The report calls on the Insolvency Service to “carefully consider” whether Carilion’s former directors should be recommended for disqualification.
MPs also criticised the Big Four audit firms, saying Carillion’s auditor, KPMG, was “complicit” in the company’s questionable and aggressive accounting practices, signing off “fantastical figures” over its 19-year tenure.
Deloitte, which acted as Carillion’s internal auditor, comes under fire for being “unable or unwilling to identify its “terminal failings”, along with Ernst & Young, which was tasked with turning the company around, and PwC, which advised the company, its pension schemes and the government on Carillion contracts. MPs said as advisers to both Carillion and the government, and as Carillion’s special managers after its collapse, PwC “benefited regardless of the fate of the company”.

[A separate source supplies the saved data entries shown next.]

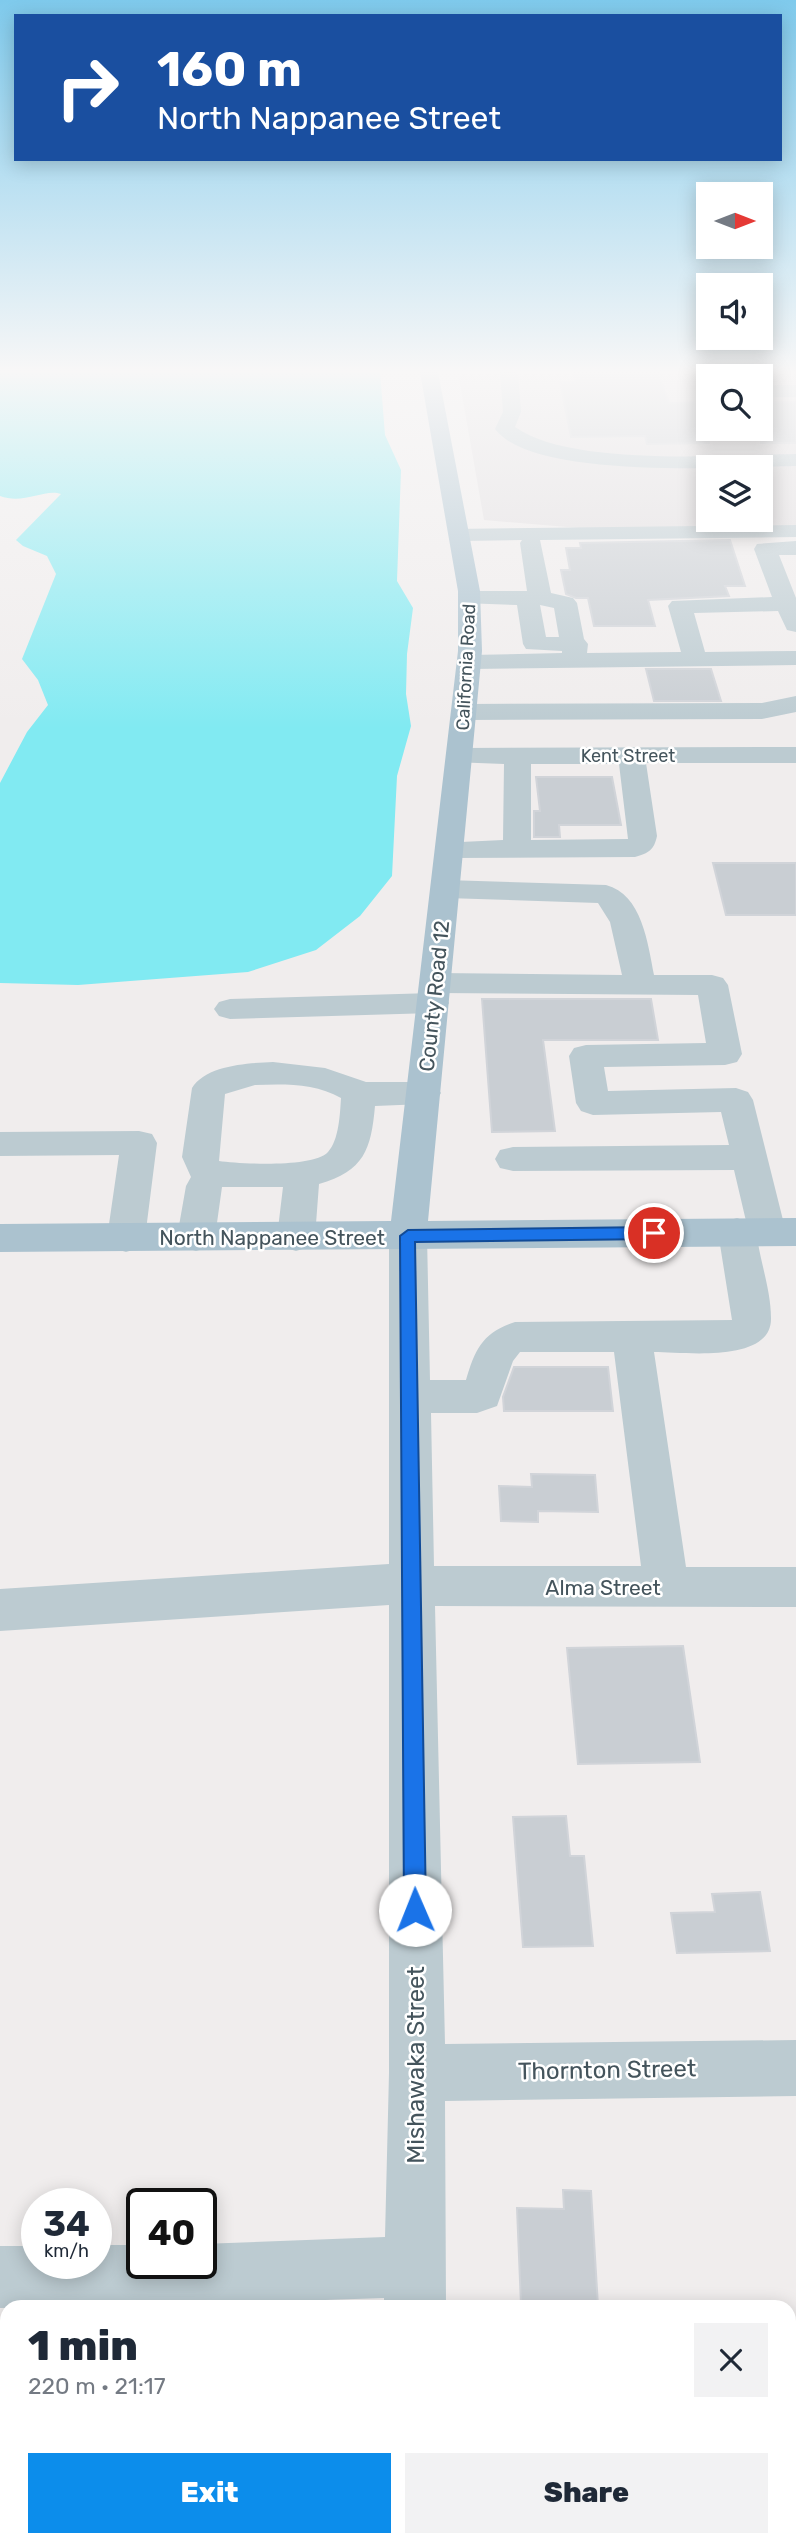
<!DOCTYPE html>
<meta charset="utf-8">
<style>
body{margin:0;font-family:Rubik,sans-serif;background:#f2f2f3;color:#1f2937;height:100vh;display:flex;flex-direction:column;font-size:26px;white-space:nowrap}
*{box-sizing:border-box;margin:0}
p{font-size:23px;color:#747a83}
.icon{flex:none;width:38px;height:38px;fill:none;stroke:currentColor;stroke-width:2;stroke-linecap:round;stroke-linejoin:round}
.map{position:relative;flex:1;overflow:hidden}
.sheet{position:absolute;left:0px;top:2300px;width:796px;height:247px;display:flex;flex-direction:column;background:#fff;border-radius:21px 21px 0 0;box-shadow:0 4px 18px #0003}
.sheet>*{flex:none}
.banner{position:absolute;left:14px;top:14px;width:768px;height:147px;border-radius:0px;box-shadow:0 4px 18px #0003;background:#1a4fa0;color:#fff;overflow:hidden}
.needle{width:46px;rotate:90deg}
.fabs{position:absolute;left:696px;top:182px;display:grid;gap:14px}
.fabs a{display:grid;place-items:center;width:77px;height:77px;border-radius:0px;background:#fff;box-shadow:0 4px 18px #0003;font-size:35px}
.speed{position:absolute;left:21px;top:2188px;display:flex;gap:14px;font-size:35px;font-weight:700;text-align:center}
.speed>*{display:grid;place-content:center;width:91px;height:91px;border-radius:50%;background:#fff;box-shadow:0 4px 18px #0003;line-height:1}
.speed small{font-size:18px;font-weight:400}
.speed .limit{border:4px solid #111;border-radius:10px;background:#fff;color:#111}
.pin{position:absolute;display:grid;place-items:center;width:60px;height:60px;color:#fff;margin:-30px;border:4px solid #fff;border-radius:50%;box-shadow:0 2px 7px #0007}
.me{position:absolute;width:77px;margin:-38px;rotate:359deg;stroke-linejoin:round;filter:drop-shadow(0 0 5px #0008)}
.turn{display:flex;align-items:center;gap:24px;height:147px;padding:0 28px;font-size:32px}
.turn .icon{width:91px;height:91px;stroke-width:2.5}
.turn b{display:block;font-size:49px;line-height:60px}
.round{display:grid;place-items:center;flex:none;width:74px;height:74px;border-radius:0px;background:#f2f2f3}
.head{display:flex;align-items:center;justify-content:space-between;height:119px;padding:0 28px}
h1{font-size:42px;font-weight:800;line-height:52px}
.primary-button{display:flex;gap:14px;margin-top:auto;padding:14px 28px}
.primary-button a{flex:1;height:80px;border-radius:0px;background:#0c8deb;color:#fff;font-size:28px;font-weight:800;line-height:80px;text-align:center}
.primary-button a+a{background:#f2f2f3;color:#1f2937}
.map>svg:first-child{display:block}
.education{fill:#e1dee0;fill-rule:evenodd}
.water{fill:#81eaf2}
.building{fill:#c9ced3;stroke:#d1d4d9;stroke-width:2}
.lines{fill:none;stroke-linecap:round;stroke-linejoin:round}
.minor{fill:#bccbd1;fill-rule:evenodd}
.major{fill:#abc2cf;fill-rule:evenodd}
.route{fill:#1a73e8;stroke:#114b97;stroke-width:2}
.labels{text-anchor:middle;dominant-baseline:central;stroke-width:5;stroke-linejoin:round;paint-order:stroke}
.far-street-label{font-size:18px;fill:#44545c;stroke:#fff}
.street-label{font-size:21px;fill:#44545c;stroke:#fff}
.near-street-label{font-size:24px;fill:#44545c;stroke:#fff}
</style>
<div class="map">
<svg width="796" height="2545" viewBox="0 0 796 2545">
<rect width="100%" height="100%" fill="#f0eded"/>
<path class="education" d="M458,372H796V527L579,528L484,520ZM709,376H761V429H709ZM709,467H761V520H709Z"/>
<path class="water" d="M0,372H380L385,435L401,470L397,581L413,608L407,654L406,694L411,726L397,776L392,876L360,916L316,950L248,972L78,985L0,983V783L27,732L48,705L38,680L22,659L56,574L47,556L23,546L16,540L61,494C45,488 24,505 0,496Z"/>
<g class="building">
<polygon points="573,372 658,372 669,403 709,402 709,443 647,444 645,436 571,437 560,382 575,382"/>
<rect x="761" y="402" width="35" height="41"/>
<polygon points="730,540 745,586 725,586 729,596 648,600 655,626 594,626 588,598 576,598 566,594 561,570 570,570 566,548 581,548 580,543"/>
<polygon points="646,669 711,669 721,701 654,701"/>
<polygon points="536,777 612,777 621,825 559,825 560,837 534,837 534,811 540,811"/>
<polygon points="713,863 796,863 796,915 726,915"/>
<polygon points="482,999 651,999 658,1040 543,1040 555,1131 492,1132"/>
<polygon points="514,1367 608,1367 613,1411 504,1411 503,1397"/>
<polygon points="531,1474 595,1475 598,1512 538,1511 538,1522 501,1521 499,1486 532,1487"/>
<polygon points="683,1646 700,1762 578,1764 567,1648"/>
<polygon points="566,1816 570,1856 584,1856 593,1946 523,1947 513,1817"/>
<polygon points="760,1892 770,1951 677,1953 671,1913 715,1912 712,1894"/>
<polygon points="563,2190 591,2191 598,2306 521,2305 517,2208 564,2209"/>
</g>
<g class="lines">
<g class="minor">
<path d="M500,372H518L521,412L515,427C571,467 726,455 796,454V466C734,467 533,480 495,429L503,412Z"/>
<polygon points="706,372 724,372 726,376 709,377"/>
<rect x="761" y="385" width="35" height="12"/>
<path d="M796,525V537L540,540L551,593L573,598L577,603L584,639L588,644L587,653L681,652L668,606L672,601L772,597L754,549L757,544L796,541V555H779L796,598V632L787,630L778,611L694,613L705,652L796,651V665L470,669L461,667L458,662L461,657L470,655L562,653V651L526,649L523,644L517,605L462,603L458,598L462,593L470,591H527L520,543L522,540L460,541L452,539L449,534L452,529ZM540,605L554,608L559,637H546Z"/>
<polygon points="796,696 796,712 762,719 465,720 456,717 452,712 456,707 465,704 762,703"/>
<path d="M796,747V763H646L657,836C654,850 649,853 635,857L450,858L440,855L436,849L440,843L503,840L504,764L452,762L448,756L452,750L461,748ZM531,764H619L628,839L531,840Z"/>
<path d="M446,880L606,885C642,894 648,944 654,975H712L723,978L728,985L742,1054L737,1062L725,1065L604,1067L608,1091L736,1088L748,1092L753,1100L786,1232L780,1242L767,1246L758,1243C762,1267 771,1293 771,1318C772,1364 684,1352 654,1352L686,1567H796V1607L435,1606L445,2044L796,2040V2096L445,2101L446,2306H384V2298L296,2301V2306H234V2304L0,2308V2246H37V2263H96V2245H142V2263H201V2244L385,2237L389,2073V1605L0,1631V1589L389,1564V1236L395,1226L408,1222L421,1226L427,1236L430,1380H466C475,1349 483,1332 515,1322L732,1320L718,1232L724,1222L737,1218L746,1221L734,1170L513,1171L500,1168L495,1159L500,1150L513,1147L729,1145L721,1112L593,1115L581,1111L576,1103L569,1056L574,1048L586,1045L706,1043L698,995L436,993L425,990L420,983L425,976L436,973L622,975L610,922L598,903L446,898L435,895L431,889L435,883ZM520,1352H614L641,1566H434L431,1413H477L497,1406L513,1361Z"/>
<polygon points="433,993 444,996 449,1003 444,1010 433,1013 230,1019 219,1016 214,1009 219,1002 230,999"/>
<path d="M273,1062L325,1068L366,1082H424L436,1085L441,1093L436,1101L424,1104L375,1106C371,1150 364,1171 319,1184L315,1237L309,1247L296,1251L283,1247L277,1237L283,1187H222L215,1237L209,1247L196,1251L183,1247L177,1237L186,1186L191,1177L182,1157L192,1088C206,1065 248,1063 273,1062ZM255,1085C284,1084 315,1083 341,1098C340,1114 339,1140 328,1152C313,1168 241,1164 219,1161L225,1094Z"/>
<polygon points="139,1131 152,1134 157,1143 145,1238 139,1248 126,1252 113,1248 107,1238 119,1155 0,1156 0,1132"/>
<rect x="221" y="2539" width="68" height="6"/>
<rect x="379" y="2539" width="68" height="6"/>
</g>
<polygon class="major" points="420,372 438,372 480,591 482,651 428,1221 796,1218 796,1246 0,1252 0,1224 391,1221 458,651 458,591"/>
</g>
<linearGradient id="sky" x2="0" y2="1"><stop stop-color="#7fcaec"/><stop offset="0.51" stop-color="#f8f7f7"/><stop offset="1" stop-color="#f8f7f7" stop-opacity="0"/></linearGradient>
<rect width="796" height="728" fill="url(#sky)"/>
<polygon class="route" points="654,1227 662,1233 654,1239 415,1242 426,1910 422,1918 415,1921 407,1918 404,1910 400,1236 408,1230"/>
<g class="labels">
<g class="far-street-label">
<text transform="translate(466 667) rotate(-87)">California Road</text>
<text x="628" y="756">Kent Street</text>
</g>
<g class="street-label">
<text transform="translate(434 996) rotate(-84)">County Road 12</text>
<text x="272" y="1237">North Nappanee Street</text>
<text x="603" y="1587">Alma Street</text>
</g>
<g class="near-street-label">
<text transform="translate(416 2065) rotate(-90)">Mishawaka Street</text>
<text transform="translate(607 2070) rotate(-1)">Thornton Street</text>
</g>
</g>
</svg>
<div class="fabs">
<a><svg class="needle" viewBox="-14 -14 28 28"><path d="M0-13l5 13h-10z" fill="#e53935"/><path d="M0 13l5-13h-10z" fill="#747a83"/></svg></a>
<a><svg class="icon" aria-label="sound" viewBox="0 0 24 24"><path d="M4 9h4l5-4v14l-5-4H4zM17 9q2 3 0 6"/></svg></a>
<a><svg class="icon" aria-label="search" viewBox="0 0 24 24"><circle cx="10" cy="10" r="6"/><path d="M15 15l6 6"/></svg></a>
<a><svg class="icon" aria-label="layers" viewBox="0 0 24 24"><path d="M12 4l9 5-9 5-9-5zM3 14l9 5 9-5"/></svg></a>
</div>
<div class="speed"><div>34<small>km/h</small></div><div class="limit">40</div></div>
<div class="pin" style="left:654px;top:1233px;background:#d93025"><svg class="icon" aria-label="arrive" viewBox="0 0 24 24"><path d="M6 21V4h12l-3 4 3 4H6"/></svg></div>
<svg class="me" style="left:415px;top:1910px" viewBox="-20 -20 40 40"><circle r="19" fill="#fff"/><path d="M0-13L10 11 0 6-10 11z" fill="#1a73e8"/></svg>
<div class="banner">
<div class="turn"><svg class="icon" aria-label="right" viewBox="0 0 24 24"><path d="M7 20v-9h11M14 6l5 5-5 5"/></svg><div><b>160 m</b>North Nappanee Street</div></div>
</div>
<section class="sheet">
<div class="head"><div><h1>1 min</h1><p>220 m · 21:17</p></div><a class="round"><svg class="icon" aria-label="close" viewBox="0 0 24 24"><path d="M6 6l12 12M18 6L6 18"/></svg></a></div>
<div class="primary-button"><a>Exit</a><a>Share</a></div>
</section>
</div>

The report describes the UK audit market as a “cosy club” incapable of providing the independent challenge needed and it calls on the government to refer the sector to the Competition & Markets Authority, with the possible outcome of breaking up the Big Four’s audit arms.
Furthermore, MPs highlighted “terrible failures” in regulation and calls on the government to carry out an “ambitious and wide-ranging set of reforms” to corporate accountability.
Rachel Reeves, chair of the BEIS Committee, said: “Carillion’s collapse was a disaster for all those who lost their jobs and the small businesses, contractors and suppliers left fighting for survival. The company’s delusional directors drove Carillion off a cliff and then tried to blame everyone but themselves. Their colossal failure as managers meant they effectively pressed the self-destruct button on the company.
“However, the auditors should also be in the dock for this catastrophic crash. They are guilty of failing to tackle the crisis at Carillion, failing to insist the company paint a true picture of its crippling financial problems.
“The sorry saga of Carillion is further evidence that the Big Four accountancy firms are prioritising their own profits ahead of good governance at the companies they are supposed to be putting under the microscope.
“The collapse of Carillion exposed terrible failures of regulation. The Government needs to stop dithering and act to ensure regulators are up to the job of intervening before companies fail, rather than trying to pick up the pieces when it is too late.”